* _TASK OBJECTIVE_
The stretch from the line with "function fillPath(path, color)" through the line with "[419,424,426,402]" in the records below: write it out exactly, and nothing else.

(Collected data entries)
Segment Open
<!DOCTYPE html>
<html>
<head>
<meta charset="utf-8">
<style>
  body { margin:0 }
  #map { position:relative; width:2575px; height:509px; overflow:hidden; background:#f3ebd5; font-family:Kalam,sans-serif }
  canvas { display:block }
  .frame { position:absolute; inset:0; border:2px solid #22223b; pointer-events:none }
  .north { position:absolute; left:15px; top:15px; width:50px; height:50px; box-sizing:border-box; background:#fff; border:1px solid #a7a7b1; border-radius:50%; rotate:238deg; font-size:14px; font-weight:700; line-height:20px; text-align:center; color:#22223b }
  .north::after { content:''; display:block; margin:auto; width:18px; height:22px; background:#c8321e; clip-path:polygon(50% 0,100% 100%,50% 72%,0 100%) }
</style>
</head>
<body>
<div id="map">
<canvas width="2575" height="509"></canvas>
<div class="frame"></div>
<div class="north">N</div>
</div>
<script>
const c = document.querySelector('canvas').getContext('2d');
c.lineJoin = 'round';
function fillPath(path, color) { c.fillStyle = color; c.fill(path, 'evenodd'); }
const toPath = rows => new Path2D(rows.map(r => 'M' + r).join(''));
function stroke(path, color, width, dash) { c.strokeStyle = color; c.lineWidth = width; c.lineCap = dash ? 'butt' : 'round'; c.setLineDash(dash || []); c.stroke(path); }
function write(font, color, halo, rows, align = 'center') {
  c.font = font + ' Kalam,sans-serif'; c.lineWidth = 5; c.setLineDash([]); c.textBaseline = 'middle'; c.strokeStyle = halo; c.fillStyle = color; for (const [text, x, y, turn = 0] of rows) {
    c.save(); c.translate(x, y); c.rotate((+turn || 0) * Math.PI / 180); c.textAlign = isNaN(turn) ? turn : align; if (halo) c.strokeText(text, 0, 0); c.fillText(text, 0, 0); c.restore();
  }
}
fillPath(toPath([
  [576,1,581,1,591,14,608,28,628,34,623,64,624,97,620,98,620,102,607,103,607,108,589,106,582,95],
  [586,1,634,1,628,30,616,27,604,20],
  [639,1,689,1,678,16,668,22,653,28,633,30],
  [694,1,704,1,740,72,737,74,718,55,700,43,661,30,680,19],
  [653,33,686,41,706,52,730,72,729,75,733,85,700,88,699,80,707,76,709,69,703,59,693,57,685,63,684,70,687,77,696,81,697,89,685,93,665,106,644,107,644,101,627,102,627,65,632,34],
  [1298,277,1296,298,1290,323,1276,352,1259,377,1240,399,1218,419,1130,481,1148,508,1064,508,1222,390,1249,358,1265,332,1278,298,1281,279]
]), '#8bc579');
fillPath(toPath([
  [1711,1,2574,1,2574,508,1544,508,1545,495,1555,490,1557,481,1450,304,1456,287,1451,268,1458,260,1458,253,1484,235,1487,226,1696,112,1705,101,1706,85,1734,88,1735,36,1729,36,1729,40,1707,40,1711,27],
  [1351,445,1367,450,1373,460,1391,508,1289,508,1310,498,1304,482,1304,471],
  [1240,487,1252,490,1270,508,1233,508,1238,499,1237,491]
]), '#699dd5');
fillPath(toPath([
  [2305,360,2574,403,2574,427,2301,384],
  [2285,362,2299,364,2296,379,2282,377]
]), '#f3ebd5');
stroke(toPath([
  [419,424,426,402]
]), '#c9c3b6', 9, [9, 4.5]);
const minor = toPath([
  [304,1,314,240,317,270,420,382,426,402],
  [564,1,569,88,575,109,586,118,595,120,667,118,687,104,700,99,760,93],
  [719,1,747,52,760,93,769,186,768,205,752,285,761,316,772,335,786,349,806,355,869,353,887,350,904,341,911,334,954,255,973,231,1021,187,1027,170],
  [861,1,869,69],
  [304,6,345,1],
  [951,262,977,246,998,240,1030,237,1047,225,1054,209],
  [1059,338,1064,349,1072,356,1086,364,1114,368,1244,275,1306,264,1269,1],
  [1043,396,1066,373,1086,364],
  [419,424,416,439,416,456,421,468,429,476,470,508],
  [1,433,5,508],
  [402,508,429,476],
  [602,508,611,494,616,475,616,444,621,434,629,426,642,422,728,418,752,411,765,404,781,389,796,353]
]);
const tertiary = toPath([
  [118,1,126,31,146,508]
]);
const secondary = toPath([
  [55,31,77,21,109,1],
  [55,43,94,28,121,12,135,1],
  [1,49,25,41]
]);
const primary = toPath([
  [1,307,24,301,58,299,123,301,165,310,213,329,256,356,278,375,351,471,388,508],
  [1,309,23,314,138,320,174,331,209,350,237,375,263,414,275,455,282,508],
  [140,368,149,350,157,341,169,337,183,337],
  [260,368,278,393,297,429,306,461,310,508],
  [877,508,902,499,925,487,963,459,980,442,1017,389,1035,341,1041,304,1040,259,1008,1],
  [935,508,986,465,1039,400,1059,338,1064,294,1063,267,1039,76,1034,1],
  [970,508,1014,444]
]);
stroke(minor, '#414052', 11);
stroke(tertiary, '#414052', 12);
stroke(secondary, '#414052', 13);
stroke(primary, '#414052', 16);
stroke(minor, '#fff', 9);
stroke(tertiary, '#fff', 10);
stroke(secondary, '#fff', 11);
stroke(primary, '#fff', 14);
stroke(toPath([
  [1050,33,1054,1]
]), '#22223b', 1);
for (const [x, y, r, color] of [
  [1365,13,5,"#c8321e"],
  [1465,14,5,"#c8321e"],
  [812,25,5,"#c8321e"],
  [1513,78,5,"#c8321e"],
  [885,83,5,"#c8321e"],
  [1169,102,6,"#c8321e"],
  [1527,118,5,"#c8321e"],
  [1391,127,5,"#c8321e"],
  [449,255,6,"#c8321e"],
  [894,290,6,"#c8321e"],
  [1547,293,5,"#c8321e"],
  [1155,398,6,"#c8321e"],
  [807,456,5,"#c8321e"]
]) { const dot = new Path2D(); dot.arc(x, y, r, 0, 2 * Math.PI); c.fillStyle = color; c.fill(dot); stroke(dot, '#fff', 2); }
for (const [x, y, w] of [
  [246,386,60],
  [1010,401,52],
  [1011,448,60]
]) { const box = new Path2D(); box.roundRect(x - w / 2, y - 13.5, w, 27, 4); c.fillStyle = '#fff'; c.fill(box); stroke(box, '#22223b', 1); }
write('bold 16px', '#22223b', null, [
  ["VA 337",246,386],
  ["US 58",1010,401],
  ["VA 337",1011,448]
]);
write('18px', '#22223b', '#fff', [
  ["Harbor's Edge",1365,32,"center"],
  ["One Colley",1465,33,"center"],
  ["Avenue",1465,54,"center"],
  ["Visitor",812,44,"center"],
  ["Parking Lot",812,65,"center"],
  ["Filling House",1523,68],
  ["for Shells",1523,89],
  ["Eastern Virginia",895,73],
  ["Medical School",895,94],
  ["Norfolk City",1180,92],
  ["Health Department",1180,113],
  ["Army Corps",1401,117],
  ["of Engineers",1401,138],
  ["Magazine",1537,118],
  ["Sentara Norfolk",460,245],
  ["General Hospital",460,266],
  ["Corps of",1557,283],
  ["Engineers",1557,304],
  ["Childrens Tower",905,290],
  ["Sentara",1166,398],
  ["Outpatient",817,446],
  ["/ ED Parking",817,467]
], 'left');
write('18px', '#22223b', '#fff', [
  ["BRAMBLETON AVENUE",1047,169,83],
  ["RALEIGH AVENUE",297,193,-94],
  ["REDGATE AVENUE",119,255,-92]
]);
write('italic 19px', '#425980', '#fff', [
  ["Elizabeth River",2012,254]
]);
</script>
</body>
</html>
Segment Closed
* _WRITTEN REPLY_
function fillPath(path, color) { c.fillStyle = color; c.fill(path, 'evenodd'); }
const toPath = rows => new Path2D(rows.map(r => 'M' + r).join(''));
function stroke(path, color, width, dash) { c.strokeStyle = color; c.lineWidth = width; c.lineCap = dash ? 'butt' : 'round'; c.setLineDash(dash || []); c.stroke(path); }
function write(font, color, halo, rows, align = 'center') {
  c.font = font + ' Kalam,sans-serif'; c.lineWidth = 5; c.setLineDash([]); c.textBaseline = 'middle'; c.strokeStyle = halo; c.fillStyle = color; for (const [text, x, y, turn = 0] of rows) {
    c.save(); c.translate(x, y); c.rotate((+turn || 0) * Math.PI / 180); c.textAlign = isNaN(turn) ? turn : align; if (halo) c.strokeText(text, 0, 0); c.fillText(text, 0, 0); c.restore();
  }
}
fillPath(toPath([
  [576,1,581,1,591,14,608,28,628,34,623,64,624,97,620,98,620,102,607,103,607,108,589,106,582,95],
  [586,1,634,1,628,30,616,27,604,20],
  [639,1,689,1,678,16,668,22,653,28,633,30],
  [694,1,704,1,740,72,737,74,718,55,700,43,661,30,680,19],
  [653,33,686,41,706,52,730,72,729,75,733,85,700,88,699,80,707,76,709,69,703,59,693,57,685,63,684,70,687,77,696,81,697,89,685,93,665,106,644,107,644,101,627,102,627,65,632,34],
  [1298,277,1296,298,1290,323,1276,352,1259,377,1240,399,1218,419,1130,481,1148,508,1064,508,1222,390,1249,358,1265,332,1278,298,1281,279]
]), '#8bc579');
fillPath(toPath([
  [1711,1,2574,1,2574,508,1544,508,1545,495,1555,490,1557,481,1450,304,1456,287,1451,268,1458,260,1458,253,1484,235,1487,226,1696,112,1705,101,1706,85,1734,88,1735,36,1729,36,1729,40,1707,40,1711,27],
  [1351,445,1367,450,1373,460,1391,508,1289,508,1310,498,1304,482,1304,471],
  [1240,487,1252,490,1270,508,1233,508,1238,499,1237,491]
]), '#699dd5');
fillPath(toPath([
  [2305,360,2574,403,2574,427,2301,384],
  [2285,362,2299,364,2296,379,2282,377]
]), '#f3ebd5');
stroke(toPath([
  [419,424,426,402]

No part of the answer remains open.